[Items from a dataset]

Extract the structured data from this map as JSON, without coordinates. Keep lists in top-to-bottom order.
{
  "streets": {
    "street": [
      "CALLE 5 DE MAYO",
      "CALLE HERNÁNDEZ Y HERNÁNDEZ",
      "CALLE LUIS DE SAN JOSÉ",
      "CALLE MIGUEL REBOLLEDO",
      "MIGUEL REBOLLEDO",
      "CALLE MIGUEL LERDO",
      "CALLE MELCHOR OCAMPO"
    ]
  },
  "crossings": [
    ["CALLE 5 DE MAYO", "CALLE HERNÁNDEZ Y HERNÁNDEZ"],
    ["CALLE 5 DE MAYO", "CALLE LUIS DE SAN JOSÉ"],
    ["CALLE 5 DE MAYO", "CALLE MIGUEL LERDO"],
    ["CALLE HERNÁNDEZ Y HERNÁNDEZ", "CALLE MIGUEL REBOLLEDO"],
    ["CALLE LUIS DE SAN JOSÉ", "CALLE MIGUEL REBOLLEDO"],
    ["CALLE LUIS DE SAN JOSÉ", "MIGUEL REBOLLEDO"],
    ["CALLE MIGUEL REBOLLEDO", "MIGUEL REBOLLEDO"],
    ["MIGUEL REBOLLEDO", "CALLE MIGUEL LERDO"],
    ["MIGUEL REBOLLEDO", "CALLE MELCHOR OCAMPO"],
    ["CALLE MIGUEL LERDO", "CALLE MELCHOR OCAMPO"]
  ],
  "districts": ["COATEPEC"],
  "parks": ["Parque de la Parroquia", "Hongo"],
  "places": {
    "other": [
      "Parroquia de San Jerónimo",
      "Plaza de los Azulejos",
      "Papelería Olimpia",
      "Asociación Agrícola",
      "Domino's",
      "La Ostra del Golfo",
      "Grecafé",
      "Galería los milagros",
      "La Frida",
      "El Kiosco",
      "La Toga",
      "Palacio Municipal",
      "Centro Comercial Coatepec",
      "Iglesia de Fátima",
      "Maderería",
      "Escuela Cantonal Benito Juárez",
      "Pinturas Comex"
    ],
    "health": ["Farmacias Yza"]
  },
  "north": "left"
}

◆ **Exercise directions**
Would you copy out every line in the records that includes the string "MAYO"?

◆ **Solved exercise**
      "CALLE 5 DE MAYO",
    ["CALLE 5 DE MAYO", "CALLE HERNÁNDEZ Y HERNÁNDEZ"],
    ["CALLE 5 DE MAYO", "CALLE LUIS DE SAN JOSÉ"],
    ["CALLE 5 DE MAYO", "CALLE MIGUEL LERDO"],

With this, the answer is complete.